The defense came in response to a challenge from Joan Salter, 83, a Holocaust survivor, who pressed the Home Secretary on her choice of rhetoric. The exchange was posted to YouTube by a number of media outlets including the Independent.

"When I hear you using words against refugees like 'swarms' and 'an invasion,'" Salter said, "I am reminded of the language used to dehumanize and justify the murder of my family and millions of others. Why do you find the need to use that kind of language?"

"I am reminded of the language used to dehumanize and justify the murder of my family and millions of others.

Joan Salter

Braverman, the daughter of Indian parents who emigrated to the UK from Mauritius and Kenya, began by thanking Salter for the question. The home secretary then launched into a brief history of her family's coming to the UK and the values her parents upheld and instilled in her before saying that "we mustn't shy away from saying there is a problem. And there is a huge problem that we have right now when it comes to illegal migration, the scale of which we have not known before. And I won't apologize for the language that I used to demonstrate the scale of the problem."

Braverman then pivoted to highlighting her appreciation for the UK's history of taking in migrants. She stated that she benefitted from the UK's "generous" immigration system "through [her] parents coming [to the UK along with] many millions of [other] people."

 People are seen collecting belongings before boarding a bus inside an immigration processing centre in Manston, Britain, November 2, 2022. (credit: REUTERS/HENRY NICHOLLS) People are seen collecting belongings before boarding a bus inside an immigration processing centre in Manston, Britain, November 2, 2022. (credit: REUTERS/HENRY NICHOLLS)

Immigration to the UK has spiked in last couple of years

According to data from the 2022 migration statistics report from the UK's House of Commons Library, immigration has risen over recent decades. Immigration to and emigration from the UK were roughly on par with one another, with emigration slightly outpacing immigration rates for a time during the late 20th century. In 1994, however, immigration to the UK started to rise more rapidly, and 2021 saw a dramatic spike in net immigration.

According to the report, in 2022, immigration numbers nearly doubled emigration numbers with estimates indicating that at the year ending in June 2022, the UK saw a net immigration increase of just over 500 thousand.

The report suggests that a significant proportion of this figure is the result of an influx of people coming from Ukraine and Hong Kong.
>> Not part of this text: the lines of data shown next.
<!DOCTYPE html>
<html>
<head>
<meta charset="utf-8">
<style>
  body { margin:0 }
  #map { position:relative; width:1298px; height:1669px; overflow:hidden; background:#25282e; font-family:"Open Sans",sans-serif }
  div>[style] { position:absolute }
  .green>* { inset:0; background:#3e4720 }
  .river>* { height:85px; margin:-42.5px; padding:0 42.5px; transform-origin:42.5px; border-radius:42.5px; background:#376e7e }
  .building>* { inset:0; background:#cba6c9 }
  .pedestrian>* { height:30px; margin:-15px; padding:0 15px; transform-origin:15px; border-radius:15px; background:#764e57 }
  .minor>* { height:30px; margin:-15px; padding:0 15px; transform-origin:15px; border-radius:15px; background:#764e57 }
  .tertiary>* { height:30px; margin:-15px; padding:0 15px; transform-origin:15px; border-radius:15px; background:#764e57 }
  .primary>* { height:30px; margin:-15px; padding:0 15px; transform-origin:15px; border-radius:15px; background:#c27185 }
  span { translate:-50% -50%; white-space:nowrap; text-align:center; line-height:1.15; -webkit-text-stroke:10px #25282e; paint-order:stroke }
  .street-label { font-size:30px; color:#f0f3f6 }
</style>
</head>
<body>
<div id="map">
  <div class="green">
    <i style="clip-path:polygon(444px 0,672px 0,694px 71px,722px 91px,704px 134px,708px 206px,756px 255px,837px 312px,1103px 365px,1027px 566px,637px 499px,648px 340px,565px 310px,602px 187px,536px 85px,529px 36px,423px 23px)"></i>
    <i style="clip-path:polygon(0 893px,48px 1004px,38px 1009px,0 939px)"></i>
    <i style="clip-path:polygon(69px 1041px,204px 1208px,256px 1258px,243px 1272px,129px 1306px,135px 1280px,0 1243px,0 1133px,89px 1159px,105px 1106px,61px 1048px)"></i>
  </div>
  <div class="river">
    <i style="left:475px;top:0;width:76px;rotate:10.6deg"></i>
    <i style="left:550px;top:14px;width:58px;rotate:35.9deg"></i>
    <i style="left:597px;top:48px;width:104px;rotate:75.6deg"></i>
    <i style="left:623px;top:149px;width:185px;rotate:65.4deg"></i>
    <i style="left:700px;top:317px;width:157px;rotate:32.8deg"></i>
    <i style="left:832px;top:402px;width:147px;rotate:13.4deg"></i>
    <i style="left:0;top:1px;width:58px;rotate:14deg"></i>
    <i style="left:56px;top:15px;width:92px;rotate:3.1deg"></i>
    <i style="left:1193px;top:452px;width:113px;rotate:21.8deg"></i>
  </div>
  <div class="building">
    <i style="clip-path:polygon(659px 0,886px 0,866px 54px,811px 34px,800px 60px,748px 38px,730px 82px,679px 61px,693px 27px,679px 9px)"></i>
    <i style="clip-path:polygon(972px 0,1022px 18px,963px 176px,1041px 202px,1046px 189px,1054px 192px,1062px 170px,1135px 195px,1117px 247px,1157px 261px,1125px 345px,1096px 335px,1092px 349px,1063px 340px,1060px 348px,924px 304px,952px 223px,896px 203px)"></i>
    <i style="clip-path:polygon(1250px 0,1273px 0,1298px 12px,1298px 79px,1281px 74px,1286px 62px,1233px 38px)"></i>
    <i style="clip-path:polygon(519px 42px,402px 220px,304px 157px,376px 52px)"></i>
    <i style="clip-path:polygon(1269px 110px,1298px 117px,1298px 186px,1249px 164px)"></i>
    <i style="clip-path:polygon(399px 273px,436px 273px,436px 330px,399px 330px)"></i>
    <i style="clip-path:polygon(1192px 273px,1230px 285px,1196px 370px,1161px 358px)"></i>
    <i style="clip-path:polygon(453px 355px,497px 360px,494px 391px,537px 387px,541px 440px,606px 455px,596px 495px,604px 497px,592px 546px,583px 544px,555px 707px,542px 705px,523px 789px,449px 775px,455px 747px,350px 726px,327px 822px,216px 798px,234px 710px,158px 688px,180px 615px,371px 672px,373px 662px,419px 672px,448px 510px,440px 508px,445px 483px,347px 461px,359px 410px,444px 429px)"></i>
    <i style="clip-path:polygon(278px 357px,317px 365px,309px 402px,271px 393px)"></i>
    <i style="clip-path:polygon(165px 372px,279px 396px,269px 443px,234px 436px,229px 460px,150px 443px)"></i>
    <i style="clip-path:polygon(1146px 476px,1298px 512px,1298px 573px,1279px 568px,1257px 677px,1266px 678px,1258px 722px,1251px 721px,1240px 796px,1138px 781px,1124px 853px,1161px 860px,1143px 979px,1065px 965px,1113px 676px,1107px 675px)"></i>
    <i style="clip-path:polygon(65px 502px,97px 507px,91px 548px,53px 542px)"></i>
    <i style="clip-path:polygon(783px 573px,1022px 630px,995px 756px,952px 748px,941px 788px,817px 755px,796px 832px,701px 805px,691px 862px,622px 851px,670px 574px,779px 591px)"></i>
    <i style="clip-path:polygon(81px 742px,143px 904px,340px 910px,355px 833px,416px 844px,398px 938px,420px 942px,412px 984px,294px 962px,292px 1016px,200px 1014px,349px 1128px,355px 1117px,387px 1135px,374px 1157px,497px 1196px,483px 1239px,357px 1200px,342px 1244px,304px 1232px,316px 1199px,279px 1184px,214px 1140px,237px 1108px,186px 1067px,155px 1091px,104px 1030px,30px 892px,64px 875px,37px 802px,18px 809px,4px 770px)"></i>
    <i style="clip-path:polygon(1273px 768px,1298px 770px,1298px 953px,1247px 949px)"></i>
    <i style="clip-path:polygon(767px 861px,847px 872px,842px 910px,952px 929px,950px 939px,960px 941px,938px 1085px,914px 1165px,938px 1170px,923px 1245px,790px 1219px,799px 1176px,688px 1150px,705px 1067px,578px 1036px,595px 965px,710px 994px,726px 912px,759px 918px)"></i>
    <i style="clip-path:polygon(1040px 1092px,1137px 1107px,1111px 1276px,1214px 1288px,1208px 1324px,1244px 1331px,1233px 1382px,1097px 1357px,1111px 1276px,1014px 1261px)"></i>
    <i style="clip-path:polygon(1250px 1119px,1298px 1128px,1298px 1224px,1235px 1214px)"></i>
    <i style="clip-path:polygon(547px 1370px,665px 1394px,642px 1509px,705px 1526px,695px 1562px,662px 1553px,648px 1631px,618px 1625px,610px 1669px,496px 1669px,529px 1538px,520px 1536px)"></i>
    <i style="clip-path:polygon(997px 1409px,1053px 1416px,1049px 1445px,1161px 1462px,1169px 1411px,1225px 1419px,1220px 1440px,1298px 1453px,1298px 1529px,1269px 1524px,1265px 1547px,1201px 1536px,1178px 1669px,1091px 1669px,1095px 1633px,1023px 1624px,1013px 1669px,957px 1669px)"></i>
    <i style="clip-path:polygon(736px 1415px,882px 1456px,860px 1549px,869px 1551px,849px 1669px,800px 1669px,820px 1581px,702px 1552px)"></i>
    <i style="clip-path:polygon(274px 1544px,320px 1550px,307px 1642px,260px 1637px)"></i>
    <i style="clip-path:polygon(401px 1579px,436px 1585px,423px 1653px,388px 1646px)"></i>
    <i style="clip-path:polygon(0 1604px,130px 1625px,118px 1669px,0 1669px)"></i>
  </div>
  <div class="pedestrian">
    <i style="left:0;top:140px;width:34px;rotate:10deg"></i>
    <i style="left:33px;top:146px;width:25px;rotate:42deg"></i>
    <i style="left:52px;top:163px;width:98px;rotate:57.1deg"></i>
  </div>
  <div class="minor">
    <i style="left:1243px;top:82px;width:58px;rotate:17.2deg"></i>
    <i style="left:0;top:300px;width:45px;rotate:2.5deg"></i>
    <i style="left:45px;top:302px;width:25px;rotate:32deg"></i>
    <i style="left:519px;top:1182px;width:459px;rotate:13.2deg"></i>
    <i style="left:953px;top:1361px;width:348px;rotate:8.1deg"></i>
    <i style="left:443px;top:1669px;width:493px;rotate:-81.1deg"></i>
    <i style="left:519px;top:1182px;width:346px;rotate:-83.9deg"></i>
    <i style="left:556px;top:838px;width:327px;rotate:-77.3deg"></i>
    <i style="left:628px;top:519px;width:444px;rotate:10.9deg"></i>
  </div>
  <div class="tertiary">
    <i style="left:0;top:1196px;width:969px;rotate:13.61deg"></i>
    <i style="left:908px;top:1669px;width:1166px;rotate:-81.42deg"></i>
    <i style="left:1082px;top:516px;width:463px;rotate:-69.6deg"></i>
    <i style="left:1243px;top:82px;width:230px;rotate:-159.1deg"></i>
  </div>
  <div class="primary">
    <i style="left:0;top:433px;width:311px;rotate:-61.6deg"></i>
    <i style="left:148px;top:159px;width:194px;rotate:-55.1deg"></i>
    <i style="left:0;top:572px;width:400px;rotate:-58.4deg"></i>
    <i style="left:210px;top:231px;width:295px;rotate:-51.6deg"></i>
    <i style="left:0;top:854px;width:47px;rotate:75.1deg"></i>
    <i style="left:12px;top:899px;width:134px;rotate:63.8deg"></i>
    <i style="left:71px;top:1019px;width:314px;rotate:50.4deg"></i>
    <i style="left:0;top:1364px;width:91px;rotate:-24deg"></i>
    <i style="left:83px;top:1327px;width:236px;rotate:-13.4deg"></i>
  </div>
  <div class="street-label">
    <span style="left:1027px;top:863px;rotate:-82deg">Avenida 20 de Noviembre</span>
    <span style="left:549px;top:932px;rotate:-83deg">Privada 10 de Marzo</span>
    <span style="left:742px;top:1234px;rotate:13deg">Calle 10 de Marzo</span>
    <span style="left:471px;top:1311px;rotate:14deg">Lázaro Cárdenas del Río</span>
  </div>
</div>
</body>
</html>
Nevertheless, Braverman concluded her response by saying "I will not shy away from saying we have a problem with people exploiting [our] generosity, breaking our laws and undermining our system. We must accept the enormity of the problem if we've got any chance of solving it."

Braverman's remarks have received backlash online. One Twitter user wrote in response, "Braverman has no place in UK politics. Her racism, her far-right beliefs, they should have no place on the spectrum of British politics. She is a dangerous extremist."

The home secretary was also criticized for her remarks on immigration in November of 2022. In response to a crisis where the home office could not handle the volume of asylum seekers seeking refuge in the UK, the Guardian reported that Braverman blamed the migrants.

"It’s very clear who’s at fault," Braverman reportedly said. "It’s the people who are breaking our rules, coming here illegally, exploiting vulnerable people and trying to reduce the generosity of the British people – that’s who’s at fault.”